He Yide is not your average 12-year-old. In 2012, images of a 4-year-old He “training” naked in the snow in New York went viral on the internet.

Now, the boy is back in the spotlight after competing in science-themed reality show Super Brain, shocking the audience with a new achievement: He has already attended and graduated from Nanjing University.

The rest of Yide’s CV, which was published by Jiangsu TV, is just as astonishing. He climbed Nanjing’s Zijin Mountain at age 2, sailed in an international regatta at 4, piloted an airpline at 5, wrote an autobiography at 6, crossed the Lop Nor desert in Xinjiang three times by 7, and was three-time champion of a Beijing robotics competition by 9. But the boy’s intense training regimen has also invited criticism from mainstream and social media, while recent cases of families exaggerating or even faking their children’s accomplishments raised further questions about the pressure to raise child prodigies, or 神童 (“god-like child”), in today’s education system.

He Yide poses with his autobiography

Yide’s father, He Liesheng, is a self-described “eagle dad” who pushes his child to challenge his physical and mental limits in order to build character, comparing himself to a bird of prey that allegedly drops its young off of a cliff so they may learn to climb back up. According to He Liesheng, he “encourages and consults with” Yide about his willingness to participate in these activities, and his son is used to this intense schedule.

He Liesheng says he adopted these extreme methods, against the wishes of his wife and his own parents, because he was disillusioned with China’s exam-oriented mainstream education system. “[It] killed his thinking ability and creativity,” he told Lifeweek magazine of a test Yide took at school.

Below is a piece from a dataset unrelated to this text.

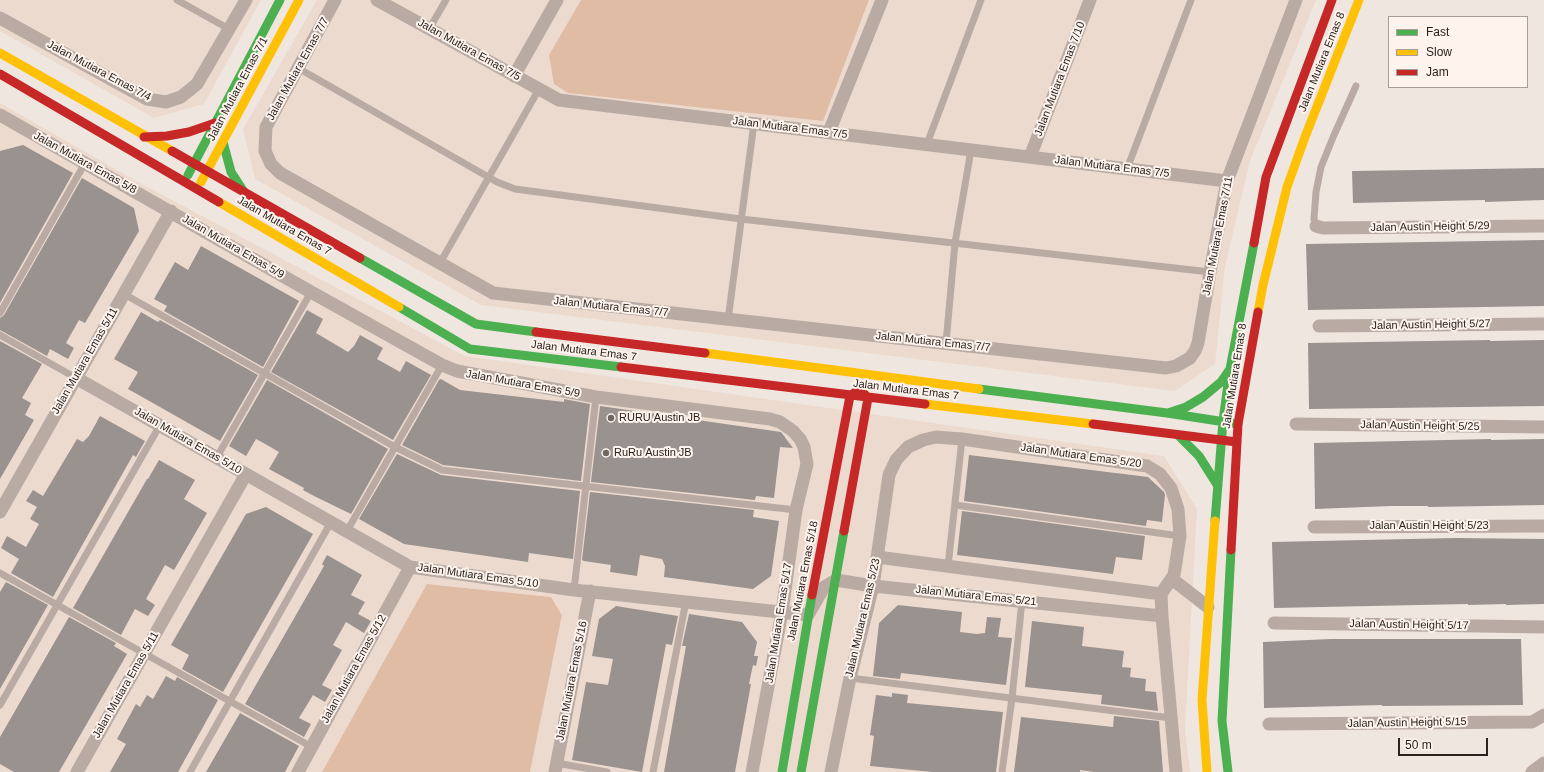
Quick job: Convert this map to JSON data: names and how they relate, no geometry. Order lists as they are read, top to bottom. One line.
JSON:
{"streets":{"street":["Jalan Mutiara Emas 7/5","Jalan Mutiara Emas 8","Jalan Mutiara Emas 7/7","Jalan Mutiara Emas 7/4","Jalan Mutiara Emas 7/10","Jalan Mutiara Emas 7/1","Jalan Mutiara Emas 5/8","Jalan Mutiara Emas 7","Jalan Austin Height 5/29","Jalan Mutiara Emas 7/11","Jalan Mutiara Emas 5/9","Jalan Austin Height 5/27","Jalan Mutiara Emas 5/11","Jalan Austin Height 5/25","Jalan Mutiara Emas 5/10","Jalan Mutiara Emas 5/20","Jalan Austin Height 5/23","Jalan Mutiara Emas 5/18","Jalan Mutiara Emas 5/21","Jalan Mutiara Emas 5/23","Jalan Mutiara Emas 5/17","Jalan Austin Height 5/17","Jalan Mutiara Emas 5/12","Jalan Mutiara Emas 5/16","Jalan Austin Height 5/15"]},"crossings":[["Jalan Mutiara Emas 7/5","Jalan Mutiara Emas 7/10"],["Jalan Mutiara Emas 7/5","Jalan Mutiara Emas 7/11"],["Jalan Mutiara Emas 8","Jalan Mutiara Emas 7"],["Jalan Mutiara Emas 7/7","Jalan Mutiara Emas 7/11"],["Jalan Mutiara Emas 7/1","Jalan Mutiara Emas 7"],["Jalan Mutiara Emas 5/8","Jalan Mutiara Emas 5/9"],["Jalan Mutiara Emas 5/8","Jalan Mutiara Emas 5/11"],["Jalan Mutiara Emas 7","Jalan Mutiara Emas 5/18"],["Jalan Mutiara Emas 5/9","Jalan Mutiara Emas 5/11"],["Jalan Mutiara Emas 5/9","Jalan Mutiara Emas 5/17"],["Jalan Mutiara Emas 5/11","Jalan Mutiara Emas 5/10"],["Jalan Mutiara Emas 5/10","Jalan Mutiara Emas 5/18"],["Jalan Mutiara Emas 5/10","Jalan Mutiara Emas 5/17"],["Jalan Mutiara Emas 5/10","Jalan Mutiara Emas 5/12"],["Jalan Mutiara Emas 5/10","Jalan Mutiara Emas 5/16"],["Jalan Mutiara Emas 5/20","Jalan Mutiara Emas 5/23"],["Jalan Mutiara Emas 5/21","Jalan Mutiara Emas 5/23"]],"places":["RURU Austin JB","RuRu Austin JB"],"legend":["Fast","Slow","Jam"],"scale_bar":"50 m"}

Other child contestants on Super Brain have similarly prodigious backgrounds. Hu Yuxuan, a 12-year-old from Beijing, has qualified for China’s National Sudoku Team. In an international tournament in February 2017, the 10-year-old Hu was the best performing Chinese participant, and beat Japanese world champion Morisei Hentai a month later. Hu’s parents insist they never pushed him to study Sudoku nor put undue pressure on him, but the boy became obsessed with mathematics and puzzles on his own from a very young age.

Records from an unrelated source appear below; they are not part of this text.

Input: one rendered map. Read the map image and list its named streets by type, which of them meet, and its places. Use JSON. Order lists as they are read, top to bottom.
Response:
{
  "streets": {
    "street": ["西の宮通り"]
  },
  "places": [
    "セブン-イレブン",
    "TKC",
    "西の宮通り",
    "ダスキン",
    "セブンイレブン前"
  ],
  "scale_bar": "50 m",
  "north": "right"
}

Whatever the motivation behind these child geniuses, the issue has gained popular and official attention. In 2018, the “resume” of a child hoping to gain entrance to a Shanhai primary school with an acceptance rate of just 1-in-133 applicants went viral online. “At three-and-a-half months old I could speak; at 1, I could express my desires; while travelling, I could chat with Americans in English about Medusa and Hercules,” ran one line.

An editorial in People’s Daily expressed concern at the trend of raising “super kids”: “A child’s education and knowledge deepening has it’s own sequential development pattern; we must not be too hasty.”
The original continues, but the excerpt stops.